Texas Governor Greg Abbott had threatened to block paychecks to Democrats in the state who fled the state to block votes on new electoral laws. Enough Democrats have returned for Republicans to get back to the law. Eric Gay / AP Hide caption
Eric Gay / AP
Eric Gay / AP
AUSTIN, Texas – A stalemate in Texas over new election restrictions that blocked the Capitol for 38 consecutive days ended Thursday when some Democrats who fled to Washington, DC abandoned their opposition and paved the way for Republicans to do one To resume revision of elections.
It turned into one of the few – and longest – college breaks in modern Texan history, abruptly and in disarray.
Instead of a unified and solemn return of the Democrats, some members hit their counterparts for criticizing a break in the ranks. Many of the proposed changes to the Texas vote, which the Democrats have been railing against for months, remain in a bill already passed by the state Senate, and Republican Governor Greg Abbott could now sign the bill in a few weeks, if not sooner .
Only three new Democrats showed up Thursday, and the vast majority of the 50+ Democrats who fled to the country’s capital in July continue to stay away from the Texas Capitol. Still, Republican House spokesman Dade Phelan said there was enough to reach a quorum that would normally be 100 legislators present in the House. Growing impatience among Republicans had escalated threats that missing lawmakers could be arrested, but officials never seemed to do more than leave arrest warrants on Democratic homes.
“It was a very long summer. Been through a lot. I appreciate that you are all here, ”Phelan said. “It’s time to get back to business for the Texas people.”
Not all Democrats joined the opposition, and the newest ones to return to Texas House defended their decision, saying they had successfully pushed Congress on proxy legislation while addressing the growing urgency of the rising COVID-19 case numbers in Texas referenced. One of them, Houston Democrat Garnet Coleman, did not travel to Washington because he was recovering from a leg amputation due to infection.
“One of the things in life is that we have to know our responsibilities and work to make something go in the direction we want,” said Coleman from a wheelchair as he said the prayer on the floor of the house.
But other absent Democrats did not hide their frustration either.
“This is how the Texas Democrats lose elections,” tweeted MP Michelle Beckley.
Abbott now has a way to divert attention back to the Capitol and away from the criticism and defiance of Texas’s largest cities and school districts about its handling of worsening COVID-19 numbers.
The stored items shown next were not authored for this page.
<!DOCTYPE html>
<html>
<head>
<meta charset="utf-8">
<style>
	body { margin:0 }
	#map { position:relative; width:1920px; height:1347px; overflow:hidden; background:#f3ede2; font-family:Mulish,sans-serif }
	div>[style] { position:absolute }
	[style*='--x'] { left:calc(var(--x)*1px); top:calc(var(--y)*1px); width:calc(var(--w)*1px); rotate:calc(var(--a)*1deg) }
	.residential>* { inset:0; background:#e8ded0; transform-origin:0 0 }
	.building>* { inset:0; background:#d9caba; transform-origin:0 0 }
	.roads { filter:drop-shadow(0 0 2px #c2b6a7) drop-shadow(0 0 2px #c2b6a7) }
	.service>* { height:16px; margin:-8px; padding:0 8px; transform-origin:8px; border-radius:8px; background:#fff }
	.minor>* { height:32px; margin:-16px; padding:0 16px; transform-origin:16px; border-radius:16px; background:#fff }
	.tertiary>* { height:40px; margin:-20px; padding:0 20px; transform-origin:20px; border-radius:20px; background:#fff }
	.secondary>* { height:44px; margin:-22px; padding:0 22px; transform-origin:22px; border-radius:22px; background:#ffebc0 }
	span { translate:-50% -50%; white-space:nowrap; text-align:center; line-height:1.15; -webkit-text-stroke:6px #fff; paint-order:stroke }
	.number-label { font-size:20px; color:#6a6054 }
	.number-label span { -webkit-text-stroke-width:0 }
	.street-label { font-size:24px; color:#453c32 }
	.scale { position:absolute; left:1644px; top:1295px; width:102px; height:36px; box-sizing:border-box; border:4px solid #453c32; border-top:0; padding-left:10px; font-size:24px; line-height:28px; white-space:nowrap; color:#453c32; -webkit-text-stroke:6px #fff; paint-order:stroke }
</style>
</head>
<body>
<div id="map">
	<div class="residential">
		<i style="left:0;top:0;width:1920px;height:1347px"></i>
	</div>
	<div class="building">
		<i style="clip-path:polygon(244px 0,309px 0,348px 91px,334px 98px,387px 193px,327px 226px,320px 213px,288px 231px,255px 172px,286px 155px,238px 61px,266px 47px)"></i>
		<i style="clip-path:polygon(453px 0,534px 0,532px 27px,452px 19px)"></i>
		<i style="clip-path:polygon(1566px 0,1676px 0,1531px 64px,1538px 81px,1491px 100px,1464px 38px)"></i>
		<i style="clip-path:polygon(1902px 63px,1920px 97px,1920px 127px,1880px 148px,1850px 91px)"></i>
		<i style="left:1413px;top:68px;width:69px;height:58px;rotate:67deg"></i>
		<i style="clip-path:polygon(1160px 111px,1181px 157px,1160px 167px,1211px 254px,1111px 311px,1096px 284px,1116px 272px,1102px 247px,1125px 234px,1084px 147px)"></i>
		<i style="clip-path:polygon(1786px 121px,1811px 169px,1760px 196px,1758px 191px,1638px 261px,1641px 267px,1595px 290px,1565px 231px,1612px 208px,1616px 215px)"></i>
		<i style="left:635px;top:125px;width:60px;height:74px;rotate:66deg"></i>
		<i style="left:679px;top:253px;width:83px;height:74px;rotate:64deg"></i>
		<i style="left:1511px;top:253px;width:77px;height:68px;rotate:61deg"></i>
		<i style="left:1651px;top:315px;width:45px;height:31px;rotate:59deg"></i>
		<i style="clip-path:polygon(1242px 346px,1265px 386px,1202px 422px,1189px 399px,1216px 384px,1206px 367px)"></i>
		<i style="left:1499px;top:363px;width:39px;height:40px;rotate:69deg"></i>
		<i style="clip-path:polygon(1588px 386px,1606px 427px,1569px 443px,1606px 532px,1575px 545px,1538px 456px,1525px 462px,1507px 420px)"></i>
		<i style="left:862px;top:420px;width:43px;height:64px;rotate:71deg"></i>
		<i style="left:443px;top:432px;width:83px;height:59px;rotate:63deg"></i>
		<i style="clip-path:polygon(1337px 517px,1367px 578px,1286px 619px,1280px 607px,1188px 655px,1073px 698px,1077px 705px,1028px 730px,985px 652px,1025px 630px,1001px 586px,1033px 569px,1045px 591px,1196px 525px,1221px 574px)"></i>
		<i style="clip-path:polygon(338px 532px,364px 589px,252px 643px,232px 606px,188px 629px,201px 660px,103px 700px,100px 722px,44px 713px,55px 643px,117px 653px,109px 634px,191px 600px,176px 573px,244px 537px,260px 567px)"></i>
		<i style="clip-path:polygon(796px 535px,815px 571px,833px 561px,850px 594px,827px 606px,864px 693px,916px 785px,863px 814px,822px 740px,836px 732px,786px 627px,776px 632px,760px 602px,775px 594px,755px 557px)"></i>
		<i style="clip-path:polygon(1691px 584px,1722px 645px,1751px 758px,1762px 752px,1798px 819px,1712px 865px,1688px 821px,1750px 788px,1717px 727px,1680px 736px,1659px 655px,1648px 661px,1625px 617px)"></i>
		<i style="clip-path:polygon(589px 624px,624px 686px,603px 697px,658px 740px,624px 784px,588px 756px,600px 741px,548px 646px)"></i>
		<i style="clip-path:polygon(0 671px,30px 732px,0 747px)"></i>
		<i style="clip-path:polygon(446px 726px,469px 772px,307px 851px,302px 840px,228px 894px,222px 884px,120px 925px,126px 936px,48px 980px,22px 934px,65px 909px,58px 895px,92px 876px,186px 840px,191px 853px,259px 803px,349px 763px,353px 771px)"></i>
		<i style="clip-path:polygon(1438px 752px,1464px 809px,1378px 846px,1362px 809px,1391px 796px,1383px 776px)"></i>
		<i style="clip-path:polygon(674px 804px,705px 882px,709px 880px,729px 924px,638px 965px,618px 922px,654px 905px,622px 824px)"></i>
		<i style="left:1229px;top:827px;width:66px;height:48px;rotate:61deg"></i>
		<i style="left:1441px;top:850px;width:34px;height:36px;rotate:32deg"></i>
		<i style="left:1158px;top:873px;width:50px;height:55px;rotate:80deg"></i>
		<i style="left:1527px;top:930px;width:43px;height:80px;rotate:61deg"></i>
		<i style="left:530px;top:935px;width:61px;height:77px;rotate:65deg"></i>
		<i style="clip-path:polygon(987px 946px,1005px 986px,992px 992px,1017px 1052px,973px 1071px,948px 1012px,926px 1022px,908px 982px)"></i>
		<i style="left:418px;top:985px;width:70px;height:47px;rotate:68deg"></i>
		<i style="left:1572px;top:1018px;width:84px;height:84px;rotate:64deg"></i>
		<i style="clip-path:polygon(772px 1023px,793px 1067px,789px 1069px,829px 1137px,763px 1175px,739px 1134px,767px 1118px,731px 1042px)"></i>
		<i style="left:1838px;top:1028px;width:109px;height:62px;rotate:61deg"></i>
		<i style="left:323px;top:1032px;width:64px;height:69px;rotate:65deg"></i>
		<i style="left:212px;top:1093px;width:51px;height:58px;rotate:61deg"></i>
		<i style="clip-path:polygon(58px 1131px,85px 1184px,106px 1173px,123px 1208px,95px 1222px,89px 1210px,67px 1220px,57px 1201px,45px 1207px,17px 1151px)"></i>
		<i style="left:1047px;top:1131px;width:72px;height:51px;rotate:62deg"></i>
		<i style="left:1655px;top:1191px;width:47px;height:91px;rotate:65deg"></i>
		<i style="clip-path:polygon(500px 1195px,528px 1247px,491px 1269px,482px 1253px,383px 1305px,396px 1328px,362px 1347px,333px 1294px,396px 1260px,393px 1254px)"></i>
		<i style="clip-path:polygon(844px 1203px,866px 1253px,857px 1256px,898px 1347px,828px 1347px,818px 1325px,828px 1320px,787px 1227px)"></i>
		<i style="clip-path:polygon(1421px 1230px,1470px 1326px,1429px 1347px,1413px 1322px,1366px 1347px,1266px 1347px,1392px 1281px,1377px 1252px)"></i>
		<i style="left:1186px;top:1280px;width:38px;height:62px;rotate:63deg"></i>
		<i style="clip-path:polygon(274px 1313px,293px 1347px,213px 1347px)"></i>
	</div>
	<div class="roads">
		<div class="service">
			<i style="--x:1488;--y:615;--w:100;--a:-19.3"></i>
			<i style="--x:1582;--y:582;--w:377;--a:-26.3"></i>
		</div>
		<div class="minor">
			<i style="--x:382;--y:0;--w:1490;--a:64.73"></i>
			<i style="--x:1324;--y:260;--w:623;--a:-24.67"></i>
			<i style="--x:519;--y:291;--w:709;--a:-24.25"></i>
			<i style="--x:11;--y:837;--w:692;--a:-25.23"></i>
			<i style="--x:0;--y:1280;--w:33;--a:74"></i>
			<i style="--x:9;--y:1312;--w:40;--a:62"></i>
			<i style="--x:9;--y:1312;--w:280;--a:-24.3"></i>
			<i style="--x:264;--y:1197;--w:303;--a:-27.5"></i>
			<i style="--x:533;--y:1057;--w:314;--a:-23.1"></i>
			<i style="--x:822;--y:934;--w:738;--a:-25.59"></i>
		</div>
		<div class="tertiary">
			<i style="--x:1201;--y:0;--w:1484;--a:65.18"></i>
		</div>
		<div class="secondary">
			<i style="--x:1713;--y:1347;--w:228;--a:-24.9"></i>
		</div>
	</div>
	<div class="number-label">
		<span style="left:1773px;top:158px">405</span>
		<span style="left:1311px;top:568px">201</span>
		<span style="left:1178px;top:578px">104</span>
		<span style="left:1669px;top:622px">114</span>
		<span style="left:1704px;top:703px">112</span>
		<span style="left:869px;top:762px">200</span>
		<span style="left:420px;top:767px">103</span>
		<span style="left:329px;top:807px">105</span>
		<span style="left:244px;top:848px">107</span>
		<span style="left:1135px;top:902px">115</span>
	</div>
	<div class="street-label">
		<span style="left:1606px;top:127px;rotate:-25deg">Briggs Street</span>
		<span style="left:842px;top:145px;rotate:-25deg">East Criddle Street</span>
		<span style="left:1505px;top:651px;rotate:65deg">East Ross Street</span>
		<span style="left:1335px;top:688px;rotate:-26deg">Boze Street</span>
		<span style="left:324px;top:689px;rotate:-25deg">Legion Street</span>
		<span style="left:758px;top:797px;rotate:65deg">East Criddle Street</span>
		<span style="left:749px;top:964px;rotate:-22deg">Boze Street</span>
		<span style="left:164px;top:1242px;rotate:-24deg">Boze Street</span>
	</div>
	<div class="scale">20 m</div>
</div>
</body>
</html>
Up for re-election in 2022, Abbott had also weighed down the agenda for that final 30-day special session – which is almost halfway over – with other hot conservative topics like border security and teaching race in public schools.
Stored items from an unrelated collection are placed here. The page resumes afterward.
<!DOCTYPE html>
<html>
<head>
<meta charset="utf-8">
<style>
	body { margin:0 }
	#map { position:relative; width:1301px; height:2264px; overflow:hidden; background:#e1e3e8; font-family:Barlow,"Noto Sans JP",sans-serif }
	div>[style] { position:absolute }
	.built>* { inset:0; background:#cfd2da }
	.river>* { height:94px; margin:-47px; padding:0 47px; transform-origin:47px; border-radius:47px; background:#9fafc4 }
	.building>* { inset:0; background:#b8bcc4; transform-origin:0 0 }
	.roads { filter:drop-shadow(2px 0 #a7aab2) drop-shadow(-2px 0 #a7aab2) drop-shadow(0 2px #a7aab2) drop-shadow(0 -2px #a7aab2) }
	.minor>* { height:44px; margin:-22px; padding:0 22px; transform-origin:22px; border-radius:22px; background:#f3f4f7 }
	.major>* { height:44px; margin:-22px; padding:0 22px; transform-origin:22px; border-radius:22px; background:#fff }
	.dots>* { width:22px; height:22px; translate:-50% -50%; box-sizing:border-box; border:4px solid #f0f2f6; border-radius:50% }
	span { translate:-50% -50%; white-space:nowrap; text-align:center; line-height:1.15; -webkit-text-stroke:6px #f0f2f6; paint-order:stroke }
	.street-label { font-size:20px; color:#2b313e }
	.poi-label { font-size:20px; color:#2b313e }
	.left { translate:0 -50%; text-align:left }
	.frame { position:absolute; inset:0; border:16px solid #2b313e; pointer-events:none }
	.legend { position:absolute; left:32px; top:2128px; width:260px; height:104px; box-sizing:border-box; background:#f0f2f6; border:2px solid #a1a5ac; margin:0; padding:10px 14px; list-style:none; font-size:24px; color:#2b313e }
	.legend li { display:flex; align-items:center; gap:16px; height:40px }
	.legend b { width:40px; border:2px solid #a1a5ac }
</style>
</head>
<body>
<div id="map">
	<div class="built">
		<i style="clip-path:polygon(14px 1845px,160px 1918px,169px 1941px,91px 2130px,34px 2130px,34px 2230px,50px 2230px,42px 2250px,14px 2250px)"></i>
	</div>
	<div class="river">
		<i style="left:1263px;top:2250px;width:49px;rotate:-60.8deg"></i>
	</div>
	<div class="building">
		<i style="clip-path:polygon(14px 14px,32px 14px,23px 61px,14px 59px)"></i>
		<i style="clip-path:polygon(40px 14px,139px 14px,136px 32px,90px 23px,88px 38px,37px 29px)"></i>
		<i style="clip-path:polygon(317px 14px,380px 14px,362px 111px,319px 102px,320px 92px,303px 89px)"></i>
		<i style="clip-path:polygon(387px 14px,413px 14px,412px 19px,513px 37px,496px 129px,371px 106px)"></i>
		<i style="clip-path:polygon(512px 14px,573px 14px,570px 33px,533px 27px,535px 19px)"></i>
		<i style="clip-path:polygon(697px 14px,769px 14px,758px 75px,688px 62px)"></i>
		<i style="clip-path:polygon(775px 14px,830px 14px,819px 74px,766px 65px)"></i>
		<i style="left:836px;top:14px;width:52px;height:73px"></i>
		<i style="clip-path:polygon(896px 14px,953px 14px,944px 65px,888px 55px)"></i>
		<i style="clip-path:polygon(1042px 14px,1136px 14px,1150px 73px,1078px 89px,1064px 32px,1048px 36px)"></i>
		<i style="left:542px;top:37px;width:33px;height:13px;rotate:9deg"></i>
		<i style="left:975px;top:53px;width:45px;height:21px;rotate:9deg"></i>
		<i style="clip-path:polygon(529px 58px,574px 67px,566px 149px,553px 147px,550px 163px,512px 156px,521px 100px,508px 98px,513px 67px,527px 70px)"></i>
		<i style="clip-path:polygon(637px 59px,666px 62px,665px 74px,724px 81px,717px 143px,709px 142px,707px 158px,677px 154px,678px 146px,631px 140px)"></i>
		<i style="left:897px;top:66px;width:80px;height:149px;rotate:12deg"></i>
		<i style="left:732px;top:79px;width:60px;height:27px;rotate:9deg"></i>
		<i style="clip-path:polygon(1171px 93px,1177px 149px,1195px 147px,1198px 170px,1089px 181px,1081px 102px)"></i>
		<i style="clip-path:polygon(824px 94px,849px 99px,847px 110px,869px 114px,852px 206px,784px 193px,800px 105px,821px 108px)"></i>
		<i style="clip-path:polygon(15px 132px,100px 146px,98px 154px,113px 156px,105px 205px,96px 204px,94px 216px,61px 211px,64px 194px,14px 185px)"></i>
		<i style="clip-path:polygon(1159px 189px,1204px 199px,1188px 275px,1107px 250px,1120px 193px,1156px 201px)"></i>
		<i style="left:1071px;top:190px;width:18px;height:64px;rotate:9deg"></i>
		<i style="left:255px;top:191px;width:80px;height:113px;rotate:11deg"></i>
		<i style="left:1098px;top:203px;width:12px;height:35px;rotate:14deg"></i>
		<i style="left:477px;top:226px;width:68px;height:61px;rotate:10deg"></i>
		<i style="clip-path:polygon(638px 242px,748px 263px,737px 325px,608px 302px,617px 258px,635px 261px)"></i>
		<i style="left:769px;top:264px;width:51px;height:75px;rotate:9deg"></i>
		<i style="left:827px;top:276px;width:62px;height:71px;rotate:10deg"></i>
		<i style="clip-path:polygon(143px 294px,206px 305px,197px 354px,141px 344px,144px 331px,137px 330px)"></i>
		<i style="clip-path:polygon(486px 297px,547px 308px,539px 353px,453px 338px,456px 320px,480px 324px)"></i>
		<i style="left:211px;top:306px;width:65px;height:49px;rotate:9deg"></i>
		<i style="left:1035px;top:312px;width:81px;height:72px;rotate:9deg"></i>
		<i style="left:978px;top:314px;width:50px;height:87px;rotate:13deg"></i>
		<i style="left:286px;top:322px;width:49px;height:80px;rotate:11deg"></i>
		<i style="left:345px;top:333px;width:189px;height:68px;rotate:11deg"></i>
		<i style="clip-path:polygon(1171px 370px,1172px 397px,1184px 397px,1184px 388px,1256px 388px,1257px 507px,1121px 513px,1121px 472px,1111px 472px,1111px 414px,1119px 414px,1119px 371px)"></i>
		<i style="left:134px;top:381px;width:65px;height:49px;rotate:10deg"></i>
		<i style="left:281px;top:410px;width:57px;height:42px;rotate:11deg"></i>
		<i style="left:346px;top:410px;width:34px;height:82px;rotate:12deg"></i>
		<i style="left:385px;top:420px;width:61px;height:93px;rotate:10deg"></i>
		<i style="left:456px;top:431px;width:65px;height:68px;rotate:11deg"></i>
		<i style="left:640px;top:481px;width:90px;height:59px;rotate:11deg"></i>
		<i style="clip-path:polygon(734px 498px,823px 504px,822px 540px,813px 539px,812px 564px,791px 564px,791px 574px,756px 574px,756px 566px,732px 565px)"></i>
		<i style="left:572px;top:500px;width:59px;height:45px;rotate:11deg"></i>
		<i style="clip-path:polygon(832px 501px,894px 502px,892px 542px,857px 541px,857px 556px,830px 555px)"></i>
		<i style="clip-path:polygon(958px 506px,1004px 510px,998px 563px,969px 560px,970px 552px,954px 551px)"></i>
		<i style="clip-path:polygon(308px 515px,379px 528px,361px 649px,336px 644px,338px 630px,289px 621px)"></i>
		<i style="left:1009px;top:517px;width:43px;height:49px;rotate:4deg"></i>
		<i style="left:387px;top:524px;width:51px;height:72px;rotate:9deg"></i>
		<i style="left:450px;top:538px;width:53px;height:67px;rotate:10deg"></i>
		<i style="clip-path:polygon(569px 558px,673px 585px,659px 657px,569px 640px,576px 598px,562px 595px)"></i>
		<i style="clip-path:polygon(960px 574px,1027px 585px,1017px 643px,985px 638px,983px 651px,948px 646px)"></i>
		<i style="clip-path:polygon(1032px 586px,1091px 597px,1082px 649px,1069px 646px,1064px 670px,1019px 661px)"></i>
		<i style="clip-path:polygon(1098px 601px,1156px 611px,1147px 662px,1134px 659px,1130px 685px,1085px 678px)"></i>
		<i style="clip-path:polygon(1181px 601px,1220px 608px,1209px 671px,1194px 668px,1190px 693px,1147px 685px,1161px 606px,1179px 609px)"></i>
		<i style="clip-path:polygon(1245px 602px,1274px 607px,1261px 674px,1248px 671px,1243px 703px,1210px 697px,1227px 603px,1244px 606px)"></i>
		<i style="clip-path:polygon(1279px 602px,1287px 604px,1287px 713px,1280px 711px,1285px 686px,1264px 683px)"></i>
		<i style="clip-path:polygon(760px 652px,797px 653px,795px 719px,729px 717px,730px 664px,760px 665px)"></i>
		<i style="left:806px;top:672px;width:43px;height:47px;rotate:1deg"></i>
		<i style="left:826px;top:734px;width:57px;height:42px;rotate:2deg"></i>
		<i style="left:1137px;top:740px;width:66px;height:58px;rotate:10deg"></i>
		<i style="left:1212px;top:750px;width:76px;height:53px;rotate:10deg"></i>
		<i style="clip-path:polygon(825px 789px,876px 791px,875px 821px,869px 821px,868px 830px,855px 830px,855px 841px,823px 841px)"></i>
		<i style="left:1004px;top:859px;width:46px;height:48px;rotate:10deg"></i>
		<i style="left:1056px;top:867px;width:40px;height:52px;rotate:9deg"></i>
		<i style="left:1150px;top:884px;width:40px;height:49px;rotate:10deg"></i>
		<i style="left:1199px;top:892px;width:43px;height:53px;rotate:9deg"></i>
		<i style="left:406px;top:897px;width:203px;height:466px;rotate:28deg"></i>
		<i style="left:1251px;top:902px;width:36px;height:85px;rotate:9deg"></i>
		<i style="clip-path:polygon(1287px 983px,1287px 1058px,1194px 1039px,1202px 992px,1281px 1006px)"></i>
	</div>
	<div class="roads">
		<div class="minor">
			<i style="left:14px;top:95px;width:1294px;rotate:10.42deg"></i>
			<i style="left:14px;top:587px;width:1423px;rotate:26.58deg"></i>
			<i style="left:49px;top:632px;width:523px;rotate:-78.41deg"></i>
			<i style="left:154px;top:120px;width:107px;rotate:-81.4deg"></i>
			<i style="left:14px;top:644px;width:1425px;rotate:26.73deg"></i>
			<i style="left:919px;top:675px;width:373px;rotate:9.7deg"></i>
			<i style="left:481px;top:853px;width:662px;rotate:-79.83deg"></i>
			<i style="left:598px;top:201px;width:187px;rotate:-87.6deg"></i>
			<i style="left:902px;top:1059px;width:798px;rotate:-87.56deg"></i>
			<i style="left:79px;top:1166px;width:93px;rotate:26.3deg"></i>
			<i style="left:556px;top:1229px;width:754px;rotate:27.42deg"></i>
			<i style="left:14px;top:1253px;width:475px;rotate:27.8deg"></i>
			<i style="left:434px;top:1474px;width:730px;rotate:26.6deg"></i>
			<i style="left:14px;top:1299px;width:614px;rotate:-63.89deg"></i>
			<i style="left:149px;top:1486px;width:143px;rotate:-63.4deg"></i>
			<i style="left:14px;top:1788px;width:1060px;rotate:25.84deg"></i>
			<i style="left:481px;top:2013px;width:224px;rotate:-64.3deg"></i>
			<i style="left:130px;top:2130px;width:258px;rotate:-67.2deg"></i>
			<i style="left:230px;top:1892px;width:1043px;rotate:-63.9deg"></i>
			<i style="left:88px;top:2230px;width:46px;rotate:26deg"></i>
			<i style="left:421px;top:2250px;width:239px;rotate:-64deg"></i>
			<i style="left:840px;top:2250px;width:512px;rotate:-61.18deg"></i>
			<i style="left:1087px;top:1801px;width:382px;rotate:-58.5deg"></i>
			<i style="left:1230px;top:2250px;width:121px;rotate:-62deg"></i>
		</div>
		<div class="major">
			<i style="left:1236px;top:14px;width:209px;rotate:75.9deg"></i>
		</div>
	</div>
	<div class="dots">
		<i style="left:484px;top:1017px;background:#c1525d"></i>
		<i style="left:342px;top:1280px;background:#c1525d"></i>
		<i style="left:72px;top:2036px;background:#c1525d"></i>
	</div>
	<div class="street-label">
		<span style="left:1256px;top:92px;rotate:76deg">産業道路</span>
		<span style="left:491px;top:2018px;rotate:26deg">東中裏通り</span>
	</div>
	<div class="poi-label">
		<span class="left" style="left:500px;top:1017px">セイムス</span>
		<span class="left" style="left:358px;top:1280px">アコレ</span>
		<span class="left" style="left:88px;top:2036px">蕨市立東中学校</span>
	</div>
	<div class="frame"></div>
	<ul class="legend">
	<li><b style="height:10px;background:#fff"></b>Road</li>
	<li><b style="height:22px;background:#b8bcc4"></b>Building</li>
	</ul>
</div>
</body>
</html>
Abbott tested positive for COVID-19 this week despite his office saying the 63-year-old governor had no symptoms.
It leaves the Democrats in the same position as when the lockdown began: they are unable to permanently prevent the GOP-controlled legislature from setting new limits and rules for voting by more than 16 million registered voters. And the federal suffrage protection that the Texas Democrats advocated in Washington still has great chances of circumventing the GOP’s opposition in Congress.
For months, Texas Republicans have been trying to pass measures banning 24-hour polling stations, banning drive-through voting, and giving partisan election observers more access. A version of the bill just hours from Abbott’s desk in May would also have banned early voting on Sunday mornings – when many black churchgoers go to the polls – and made it easier for a judge to overturn an election. The Democrats’ first strike finally sank those two provisions, but the Republicans left other controversial measures intact.
Abbott vetoed paychecks of about 2,100 Legislature employees after the Democrats first resigned in an attempt to pressure Democrats to return to restore that funding.
The full house quickly adjourned Thursday, but Republicans worked quickly to schedule an electoral law hearing for Saturday.
“People want to get to work. They’re relieved that after all this time we’ve been held hostage in Austin, we can finally get down to business,” said Rep. Jim Murphy, chairman of the House Republican Committee.
Months of protests had put the Texas Democrats at the center of a new national election campaign. Republicans in the US have rushed to issue new election restrictions in response to former President Donald Trump’s false claims that the 2020 elections were stolen.
Republicans are now on their way to passing new electoral laws in Texas before the current special session ends on September 5th.